While on the other hand, the scarcity of capital is also a good thing as it helps companies focus their attention and innovate. Raising a large amount has proven to be disastrous when one doesn’t know where to invest it that’s ROI positive.

Getting back to the CAC and LTV, these are terms that are so loosely used at quick introductions, pitches, meetups, associations and so on.

In principle the lower your CAC the higher your margins and higher your LTV the better are your margins. Entrepreneurs have been sold to the idea of LTV/CAC should be > 1 ensuring that their ventures are going great. However, in practical operating environments, there are some aspects that entrepreneurs need to keep a watch over.

Customer Acquisition Cost:

The customer acquisition cost is the cost/expense you pay to acquire a new customer. In its simplest form, it can be worked out by:

Dividing the total costs associated with the acquisition by total new customers, within a specific time period.

Total Marketing costs/Total number of new customers



CAC is a metric that’s often measured wrong by the marketing and sales teams. This happens often because marketing costs are spread across channels and buyer journey pathways are complex. Moreover, there is a carryover aspect (last year advertisements producing results this year because of some triggers). Empirical relationships are always a challenge to calculate. Contrary to the above CAC is thought to be a straightforward calculation.

Calculation by responses:

We have observed that companies spend money on ads, and they calculate CAC by the number of responses.
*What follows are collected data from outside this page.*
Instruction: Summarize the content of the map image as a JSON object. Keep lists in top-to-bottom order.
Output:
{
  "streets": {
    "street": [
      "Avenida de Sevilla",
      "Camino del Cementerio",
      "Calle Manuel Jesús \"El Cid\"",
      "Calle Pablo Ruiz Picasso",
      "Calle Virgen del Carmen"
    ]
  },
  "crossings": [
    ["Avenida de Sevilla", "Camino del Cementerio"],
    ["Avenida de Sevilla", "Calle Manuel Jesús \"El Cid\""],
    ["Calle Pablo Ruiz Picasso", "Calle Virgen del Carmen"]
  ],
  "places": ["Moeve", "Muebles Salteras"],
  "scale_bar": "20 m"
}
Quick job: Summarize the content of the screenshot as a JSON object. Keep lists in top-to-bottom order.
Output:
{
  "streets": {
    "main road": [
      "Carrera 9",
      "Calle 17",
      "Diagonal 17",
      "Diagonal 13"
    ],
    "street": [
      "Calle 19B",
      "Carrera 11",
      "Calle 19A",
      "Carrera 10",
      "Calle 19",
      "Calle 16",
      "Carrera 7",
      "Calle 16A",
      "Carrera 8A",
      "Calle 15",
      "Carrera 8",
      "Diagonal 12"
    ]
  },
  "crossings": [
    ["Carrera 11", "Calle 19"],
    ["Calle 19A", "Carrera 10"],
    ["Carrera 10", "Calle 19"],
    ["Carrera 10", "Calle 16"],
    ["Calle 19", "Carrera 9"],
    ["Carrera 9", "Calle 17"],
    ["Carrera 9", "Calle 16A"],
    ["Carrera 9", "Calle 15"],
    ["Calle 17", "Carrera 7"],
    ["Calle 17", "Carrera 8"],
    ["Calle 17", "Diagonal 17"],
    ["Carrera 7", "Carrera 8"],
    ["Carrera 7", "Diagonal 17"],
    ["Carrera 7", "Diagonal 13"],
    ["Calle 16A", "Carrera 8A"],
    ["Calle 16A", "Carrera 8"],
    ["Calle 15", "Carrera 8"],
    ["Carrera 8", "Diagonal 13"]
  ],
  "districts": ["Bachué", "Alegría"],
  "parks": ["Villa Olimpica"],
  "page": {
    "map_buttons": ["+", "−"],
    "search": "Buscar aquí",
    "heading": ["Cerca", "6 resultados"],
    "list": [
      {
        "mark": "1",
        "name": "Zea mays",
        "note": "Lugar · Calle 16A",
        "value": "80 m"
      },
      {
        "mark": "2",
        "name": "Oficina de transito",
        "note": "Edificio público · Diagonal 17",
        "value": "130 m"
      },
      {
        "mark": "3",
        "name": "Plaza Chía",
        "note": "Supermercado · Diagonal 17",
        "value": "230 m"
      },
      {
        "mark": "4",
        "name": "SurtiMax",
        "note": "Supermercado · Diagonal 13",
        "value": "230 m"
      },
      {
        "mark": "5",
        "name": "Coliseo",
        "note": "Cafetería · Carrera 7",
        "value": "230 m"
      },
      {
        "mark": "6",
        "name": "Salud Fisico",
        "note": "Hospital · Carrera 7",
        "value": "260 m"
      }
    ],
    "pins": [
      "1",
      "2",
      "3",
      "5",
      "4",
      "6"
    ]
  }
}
Let’s say they spend about $500, and they got 5 clients, they assume that the CAC is $100, what they missed here is the overall marketing spend that covered PR, marketing tech, staff and other aspects that run the whole marketing function.

Complex pathways:

Secondly, they fail to recognize the attribution of the pathways, and they just want to know what channels are working best in that direction.

Channel offered CAC:

Thirdly with channels selling cost of per unit conversion, entrepreneurs assume that to be CAC, let’s say Facebook shows you cost per lead is $50, it’s assumed to be the CAC

Increased Ad spends:

Fourthly, with the emergence of “marketing gurus”, whose advice mostly is to spend money in certain channels where the returns are higher for certain industries, entrepreneurs take this advice very seriously and invest in high ad spends rather than on focussing on conversion rate optimization across the funnel. Most do not have a funnel in the first place. What could optimization do let’s say your company spend $500 on an ad campaign on LinkedIn and you got 5 leads, the overall marketing budget for the month is $5000 then your CAC is $1000/lead, let’s say you created an exclusive landing page for the target audience of the Ad and A/B tested it, and now after the optimization you get 12 leads the CAC drops to $417 that’s a huge drop by over 50%?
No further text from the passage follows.